1.現在のエビデンス重視政策が抱える問題点は、(1)ある地域で有効だった政策が他の地域でも有効であるという誤った前提に立つこと、(2)評価専門家の検証結果には、実現可能性や現場から得られた知見を欠く場合があること、の2点。

2.(1)の問題を解決するためには、他地域の政策を適用する際、実地のパフォーマンス・データ・モニタリングをきちんと行い、適用可能性を検証することが必要

3.(2)の問題を解決するためには、評価専門家のみならず、政策担当者や実務家が参加した意思決定システムの構築が必要

4.エビデンス重視政策の実効性を高めるために、以下の原則を重視すること
・需要主導
・実用性
・理解可能性
・即時性
・費用対効果
・妥当性

実際、英国では、What Works Centerだけでなく、これを政策として現実化するために、実務家や政策担当者を交えた省庁横断的な試験諮問パネルが設置され、エビデンス重視政策の導入について検討しているとのことです。

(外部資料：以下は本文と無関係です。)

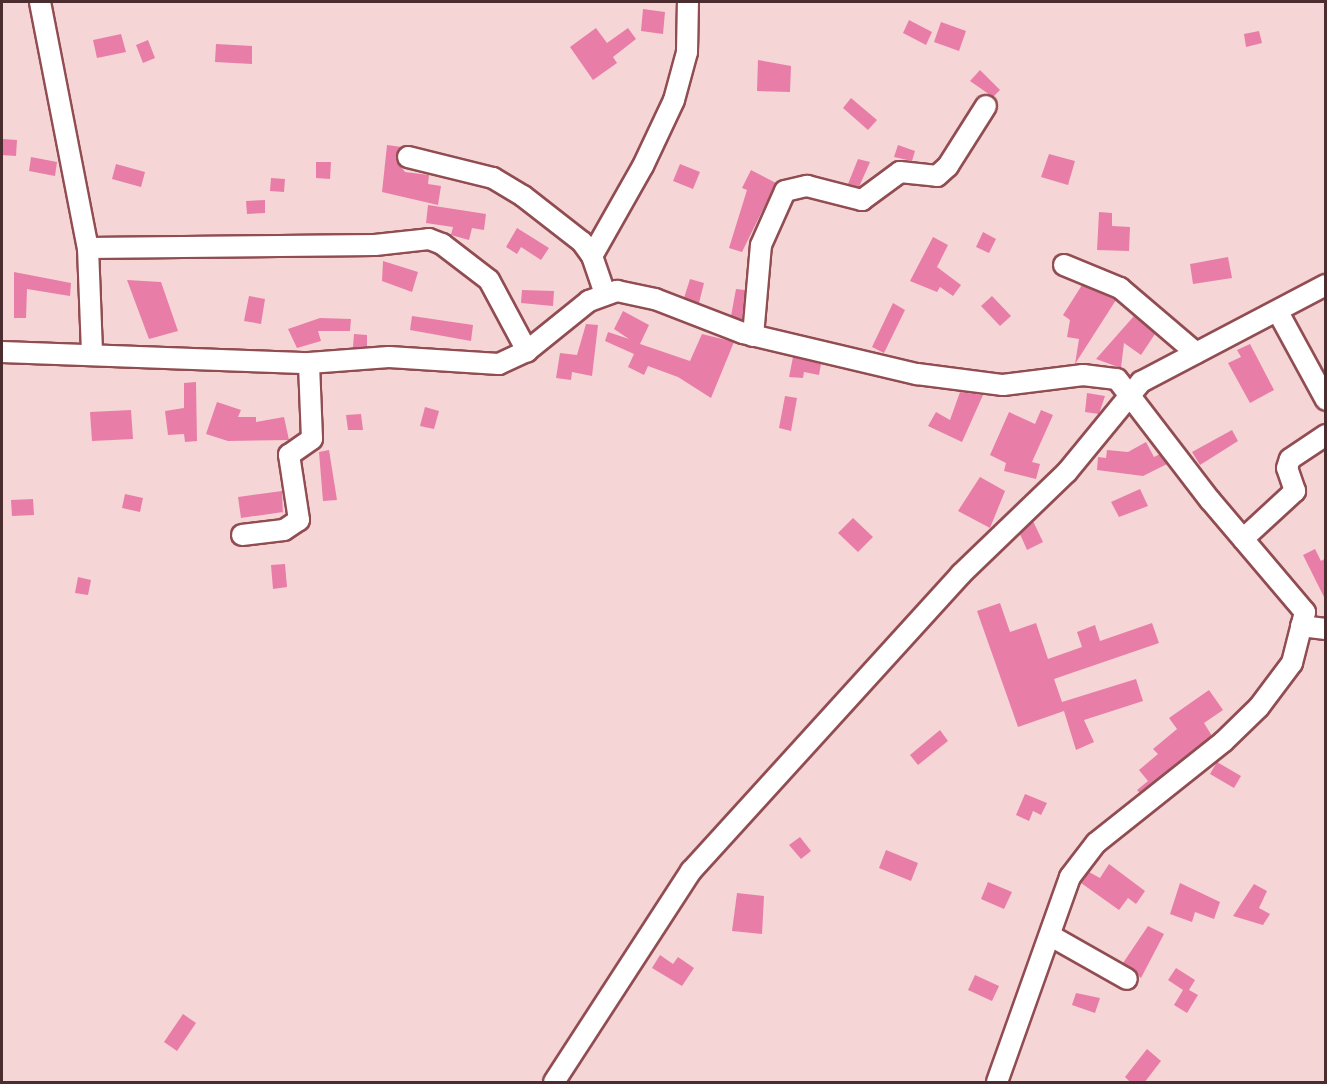 <!DOCTYPE html>
<style>
body{margin:0}
#map{position:relative;width:1327px;height:1084px;overflow:hidden;background:#f6d5d6;font-family:"Asap Condensed",sans-serif}
div>[style]{position:absolute}
.building>*{inset:0;background:#e87ea7}
.roads{filter:drop-shadow(2px 0 #914d52) drop-shadow(-2px 0 #914d52) drop-shadow(0 2px #914d52) drop-shadow(0 -2px #914d52)}
.street>*{height:20px;margin:-10px;padding:0 10px;transform-origin:10px;border-radius:10px;background:#fff}
span{translate:-50% -50%;white-space:nowrap;text-align:center;line-height:1.15;-webkit-text-stroke:5px #fff;paint-order:stroke}
.frame{position:absolute;inset:0;border:3px solid #4c2d2f;pointer-events:none}
</style>
<div id="map">
<div class="building">
<i style="clip-path:polygon(643px 9px,665px 12px,663px 34px,641px 31px)"></i>
<i style="clip-path:polygon(909px 20px,932px 32px,926px 45px,903px 33px)"></i>
<i style="clip-path:polygon(941px 22px,966px 31px,959px 51px,934px 42px)"></i>
<i style="clip-path:polygon(596px 28px,607px 43px,628px 28px,636px 39px,613px 57px,617px 63px,593px 80px,570px 47px)"></i>
<i style="clip-path:polygon(1259px 31px,1262px 43px,1246px 47px,1244px 34px)"></i>
<i style="clip-path:polygon(121px 34px,126px 52px,97px 58px,93px 40px)"></i>
<i style="clip-path:polygon(148px 40px,155px 58px,143px 63px,136px 45px)"></i>
<i style="clip-path:polygon(216px 44px,252px 46px,252px 64px,215px 62px)"></i>
<i style="clip-path:polygon(758px 60px,791px 66px,790px 92px,757px 91px)"></i>
<i style="clip-path:polygon(980px 70px,1000px 90px,993px 97px,970px 81px)"></i>
<i style="clip-path:polygon(851px 98px,877px 120px,868px 130px,843px 108px)"></i>
<i style="clip-path:polygon(2px 139px,17px 140px,16px 156px,2px 155px)"></i>
<i style="clip-path:polygon(387px 145px,402px 147px,396px 160px,405px 172px,429px 175px,428px 184px,441px 186px,438px 205px,382px 192px)"></i>
<i style="clip-path:polygon(898px 145px,915px 151px,912px 161px,894px 157px)"></i>
<i style="clip-path:polygon(1049px 154px,1075px 161px,1068px 185px,1041px 177px)"></i>
<i style="clip-path:polygon(31px 157px,57px 162px,55px 176px,29px 171px)"></i>
<i style="clip-path:polygon(858px 159px,870px 162px,859px 187px,848px 184px)"></i>
<i style="clip-path:polygon(316px 162px,331px 162px,330px 179px,316px 178px)"></i>
<i style="clip-path:polygon(116px 164px,145px 172px,141px 187px,112px 179px)"></i>
<i style="clip-path:polygon(680px 164px,700px 172px,693px 189px,673px 181px)"></i>
<i style="clip-path:polygon(751px 170px,776px 183px,742px 252px,729px 248px,747px 190px,742px 188px)"></i>
<i style="clip-path:polygon(271px 178px,285px 179px,284px 192px,270px 191px)"></i>
<i style="clip-path:polygon(265px 200px,265px 213px,247px 214px,246px 201px)"></i>
<i style="clip-path:polygon(428px 205px,486px 214px,484px 230px,472px 228px,469px 240px,451px 235px,453px 227px,426px 223px)"></i>
<i style="clip-path:polygon(1099px 212px,1112px 213px,1112px 226px,1130px 227px,1129px 251px,1097px 250px)"></i>
<i style="clip-path:polygon(517px 228px,549px 248px,541px 260px,521px 247px,517px 254px,506px 247px)"></i>
<i style="clip-path:polygon(983px 232px,996px 239px,989px 253px,976px 247px)"></i>
<i style="clip-path:polygon(933px 237px,948px 245px,937px 267px,961px 285px,953px 296px,940px 287px,937px 292px,910px 281px)"></i>
<i style="clip-path:polygon(1228px 257px,1232px 278px,1193px 284px,1190px 264px)"></i>
<i style="clip-path:polygon(383px 261px,418px 272px,412px 292px,382px 281px)"></i>
<i style="clip-path:polygon(14px 272px,71px 283px,70px 296px,27px 289px,26px 318px,14px 318px)"></i>
<i style="clip-path:polygon(690px 279px,704px 283px,699px 303px,684px 298px)"></i>
<i style="clip-path:polygon(127px 280px,161px 282px,178px 331px,149px 339px)"></i>
<i style="clip-path:polygon(1082px 285px,1116px 300px,1075px 364px,1079px 339px,1067px 337px,1070px 320px,1063px 315px)"></i>
<i style="clip-path:polygon(736px 289px,745px 290px,742px 320px,731px 316px)"></i>
<i style="clip-path:polygon(522px 290px,554px 291px,553px 306px,521px 303px)"></i>
<i style="clip-path:polygon(249px 296px,265px 299px,261px 324px,244px 321px)"></i>
<i style="clip-path:polygon(992px 296px,1011px 316px,1000px 326px,981px 306px)"></i>
<i style="clip-path:polygon(893px 303px,905px 310px,884px 353px,872px 347px)"></i>
<i style="clip-path:polygon(623px 311px,649px 325px,640px 344px,690px 361px,702px 334px,734px 342px,711px 398px,678px 377px,648px 366px,644px 375px,628px 367px,634px 354px,605px 341px,608px 332px,629px 339px,614px 329px)"></i>
<i style="clip-path:polygon(412px 316px,473px 325px,471px 341px,410px 330px)"></i>
<i style="clip-path:polygon(1134px 316px,1155px 334px,1141px 355px,1124px 343px,1121px 368px,1096px 359px)"></i>
<i style="clip-path:polygon(320px 318px,351px 319px,350px 331px,318px 331px,321px 341px,297px 348px,288px 329px)"></i>
<i style="clip-path:polygon(586px 324px,598px 325px,592px 376px,572px 372px,571px 380px,556px 378px,560px 353px,577px 355px)"></i>
<i style="clip-path:polygon(354px 334px,367px 335px,367px 347px,353px 347px)"></i>
<i style="clip-path:polygon(1250px 344px,1274px 390px,1250px 403px,1228px 363px,1241px 357px,1237px 350px)"></i>
<i style="clip-path:polygon(793px 357px,821px 364px,819px 375px,804px 372px,803px 378px,789px 377px)"></i>
<i style="clip-path:polygon(196px 382px,197px 441px,185px 442px,184px 434px,168px 435px,165px 411px,184px 408px,184px 383px)"></i>
<i style="clip-path:polygon(960px 392px,983px 395px,962px 442px,928px 426px,936px 412px,950px 420px)"></i>
<i style="clip-path:polygon(1087px 393px,1105px 396px,1099px 414px,1085px 412px)"></i>
<i style="clip-path:polygon(785px 396px,797px 398px,791px 431px,779px 428px)"></i>
<i style="clip-path:polygon(217px 402px,241px 410px,238px 417px,256px 417px,256px 422px,284px 417px,289px 440px,228px 441px,206px 434px)"></i>
<i style="clip-path:polygon(425px 407px,439px 411px,434px 429px,420px 426px)"></i>
<i style="clip-path:polygon(131px 410px,133px 439px,92px 441px,90px 412px)"></i>
<i style="clip-path:polygon(1041px 410px,1053px 415px,1032px 462px,1040px 464px,1036px 479px,1004px 471px,1006px 463px,990px 455px,1009px 412px,1035px 424px)"></i>
<i style="clip-path:polygon(361px 414px,363px 430px,348px 430px,346px 415px)"></i>
<i style="clip-path:polygon(1232px 430px,1238px 441px,1200px 465px,1192px 452px)"></i>
<i style="clip-path:polygon(1146px 442px,1154px 457px,1160px 454px,1167px 464px,1143px 476px,1097px 470px,1098px 457px,1106px 458px,1107px 450px,1128px 452px)"></i>
<i style="clip-path:polygon(329px 450px,337px 500px,323px 501px,319px 452px)"></i>
<i style="clip-path:polygon(980px 477px,1005px 491px,990px 528px,958px 511px)"></i>
<i style="clip-path:polygon(1140px 489px,1148px 506px,1119px 517px,1111px 502px)"></i>
<i style="clip-path:polygon(282px 491px,283px 516px,283px 512px,241px 518px,238px 497px)"></i>
<i style="clip-path:polygon(125px 494px,143px 498px,140px 512px,122px 508px)"></i>
<i style="clip-path:polygon(33px 499px,34px 515px,12px 516px,11px 500px)"></i>
<i style="clip-path:polygon(853px 518px,873px 537px,858px 552px,838px 533px)"></i>
<i style="clip-path:polygon(1033px 521px,1043px 542px,1027px 550px,1020px 534px)"></i>
<i style="clip-path:polygon(1315px 549px,1321px 561px,1326px 558px,1326px 601px,1303px 555px)"></i>
<i style="clip-path:polygon(285px 564px,287px 587px,273px 589px,271px 565px)"></i>
<i style="clip-path:polygon(78px 577px,91px 580px,88px 595px,75px 593px)"></i>
<i style="clip-path:polygon(1000px 603px,1010px 632px,1036px 623px,1048px 659px,1082px 647px,1077px 632px,1095px 625px,1100px 641px,1152px 623px,1159px 643px,1054px 679px,1062px 702px,1136px 679px,1143px 701px,1084px 720px,1094px 742px,1076px 750px,1064px 711px,1018px 727px,977px 611px)"></i>
<i style="clip-path:polygon(1209px 690px,1223px 710px,1204px 723px,1212px 736px,1140px 793px,1137px 790px,1148px 781px,1139px 770px,1158px 754px,1153px 749px,1177px 729px,1169px 718px)"></i>
<i style="clip-path:polygon(940px 730px,948px 741px,918px 765px,910px 755px)"></i>
<i style="clip-path:polygon(1217px 762px,1241px 776px,1234px 788px,1210px 774px)"></i>
<i style="clip-path:polygon(1025px 794px,1047px 803px,1041px 815px,1033px 811px,1029px 821px,1016px 815px)"></i>
<i style="clip-path:polygon(800px 837px,811px 851px,801px 859px,789px 845px)"></i>
<i style="clip-path:polygon(886px 850px,918px 863px,911px 881px,879px 868px)"></i>
<i style="clip-path:polygon(1109px 864px,1145px 891px,1136px 904px,1128px 898px,1119px 910px,1081px 883px,1089px 872px,1100px 878px)"></i>
<i style="clip-path:polygon(988px 882px,1012px 892px,1004px 909px,981px 899px)"></i>
<i style="clip-path:polygon(1180px 883px,1220px 902px,1214px 919px,1195px 912px,1192px 922px,1170px 914px)"></i>
<i style="clip-path:polygon(1254px 884px,1267px 891px,1259px 908px,1270px 914px,1263px 925px,1233px 916px)"></i>
<i style="clip-path:polygon(737px 893px,764px 896px,762px 934px,732px 931px)"></i>
<i style="clip-path:polygon(1148px 926px,1164px 934px,1141px 978px,1123px 963px)"></i>
<i style="clip-path:polygon(660px 955px,673px 964px,678px 957px,694px 968px,682px 986px,652px 968px)"></i>
<i style="clip-path:polygon(1176px 968px,1195px 980px,1189px 990px,1198px 995px,1187px 1013px,1174px 1005px,1183px 990px,1168px 980px)"></i>
<i style="clip-path:polygon(975px 975px,999px 986px,992px 1001px,968px 990px)"></i>
<i style="clip-path:polygon(1076px 993px,1100px 998px,1095px 1013px,1072px 1005px)"></i>
<i style="clip-path:polygon(183px 1014px,196px 1023px,177px 1051px,164px 1042px)"></i>
<i style="clip-path:polygon(1147px 1049px,1161px 1061px,1144px 1083px,1131px 1083px,1125px 1077px)"></i>
</div>
<div class="roads">
<div class="street">
<i style="left:40px;top:2px;width:251px;rotate:79deg"></i>
<i style="left:88px;top:248px;width:106px;rotate:87.8deg"></i>
<i style="left:408px;top:157px;width:88px;rotate:13.9deg"></i>
<i style="left:493px;top:178px;width:35px;rotate:31deg"></i>
<i style="left:523px;top:196px;width:75px;rotate:37.9deg"></i>
<i style="left:582px;top:242px;width:17px;rotate:54deg"></i>
<i style="left:592px;top:256px;width:39px;rotate:71deg"></i>
<i style="left:88px;top:248px;width:287px;rotate:-0.6deg"></i>
<i style="left:375px;top:245px;width:54px;rotate:-6.3deg"></i>
<i style="left:429px;top:239px;width:14px;rotate:21deg"></i>
<i style="left:442px;top:244px;width:59px;rotate:37.5deg"></i>
<i style="left:489px;top:280px;width:81px;rotate:61.8deg"></i>
<i style="left:592px;top:256px;width:103px;rotate:-60.5deg"></i>
<i style="left:643px;top:166px;width:73px;rotate:-64.8deg"></i>
<i style="left:674px;top:100px;width:50px;rotate:-74.8deg"></i>
<i style="left:687px;top:52px;width:50px;rotate:-88.9deg"></i>
<i style="left:1064px;top:265px;width:61px;rotate:22.3deg"></i>
<i style="left:1120px;top:288px;width:100px;rotate:40.5deg"></i>
<i style="left:1278px;top:312px;width:100px;rotate:61.4deg"></i>
<i style="left:753px;top:336px;width:91px;rotate:-85deg"></i>
<i style="left:761px;top:245px;width:59px;rotate:-66deg"></i>
<i style="left:785px;top:191px;width:23px;rotate:-13deg"></i>
<i style="left:807px;top:186px;width:57px;rotate:14.3deg"></i>
<i style="left:862px;top:200px;width:47px;rotate:-36.4deg"></i>
<i style="left:900px;top:172px;width:37px;rotate:6deg"></i>
<i style="left:937px;top:176px;width:15px;rotate:-42deg"></i>
<i style="left:948px;top:166px;width:71px;rotate:-57.7deg"></i>
<i style="left:2px;top:352px;width:307px;rotate:2.1deg"></i>
<i style="left:309px;top:363px;width:80px;rotate:-4.3deg"></i>
<i style="left:389px;top:357px;width:110px;rotate:3.6deg"></i>
<i style="left:499px;top:364px;width:31px;rotate:-25deg"></i>
<i style="left:527px;top:351px;width:80px;rotate:-38.9deg"></i>
<i style="left:589px;top:301px;width:30px;rotate:-20deg"></i>
<i style="left:617px;top:291px;width:39px;rotate:12deg"></i>
<i style="left:655px;top:299px;width:94px;rotate:21.1deg"></i>
<i style="left:743px;top:333px;width:179px;rotate:13.3deg"></i>
<i style="left:917px;top:374px;width:87px;rotate:7.3deg"></i>
<i style="left:1003px;top:385px;width:81px;rotate:-7.1deg"></i>
<i style="left:1083px;top:375px;width:34px;rotate:7deg"></i>
<i style="left:1117px;top:379px;width:153px;rotate:52.5deg"></i>
<i style="left:1210px;top:500px;width:147px;rotate:49.7deg"></i>
<i style="left:1305px;top:612px;width:53px;rotate:104.3deg"></i>
<i style="left:1292px;top:663px;width:55px;rotate:126.9deg"></i>
<i style="left:1259px;top:707px;width:50px;rotate:135.8deg"></i>
<i style="left:1223px;top:742px;width:162px;rotate:141.5deg"></i>
<i style="left:1096px;top:843px;width:43px;rotate:127.4deg"></i>
<i style="left:1070px;top:877px;width:218px;rotate:109.6deg"></i>
<i style="left:242px;top:535px;width:42px;rotate:-6.8deg"></i>
<i style="left:284px;top:530px;width:18px;rotate:-34deg"></i>
<i style="left:299px;top:520px;width:66px;rotate:-98.7deg"></i>
<i style="left:289px;top:455px;width:28px;rotate:-35deg"></i>
<i style="left:312px;top:439px;width:76px;rotate:-92.3deg"></i>
<i style="left:1243px;top:539px;width:71px;rotate:-42.7deg"></i>
<i style="left:1295px;top:491px;width:24px;rotate:-109deg"></i>
<i style="left:1287px;top:468px;width:9px;rotate:-72deg"></i>
<i style="left:1290px;top:459px;width:43px;rotate:-33.7deg"></i>
<i style="left:1301px;top:626px;width:25px;rotate:7deg"></i>
<i style="left:1051px;top:936px;width:87px;rotate:29.5deg"></i>
<i style="left:554px;top:1082px;width:252px;rotate:-57deg"></i>
<i style="left:691px;top:871px;width:401px;rotate:-47.7deg"></i>
<i style="left:961px;top:574px;width:147px;rotate:-43.9deg"></i>
<i style="left:1067px;top:472px;width:117px;rotate:-50.6deg"></i>
<i style="left:1141px;top:382px;width:209px;rotate:-27.7deg"></i>
</div>
</div>
<div class="frame"></div>
</div>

エビデンス重視政策は、非常に有効な政策ツールとなることが期待されています。しかし、ごく少数の専門家と政府関係者が、エビデンスを楯に上意下達式に政策を適用してもこれは機能しません。エビデンス重視政策の実際の運用にあたって、より包摂的なアプローチが必要であるという政策ブリーフの主張は、今後の日本への導入の際にも配慮される必要があると思います。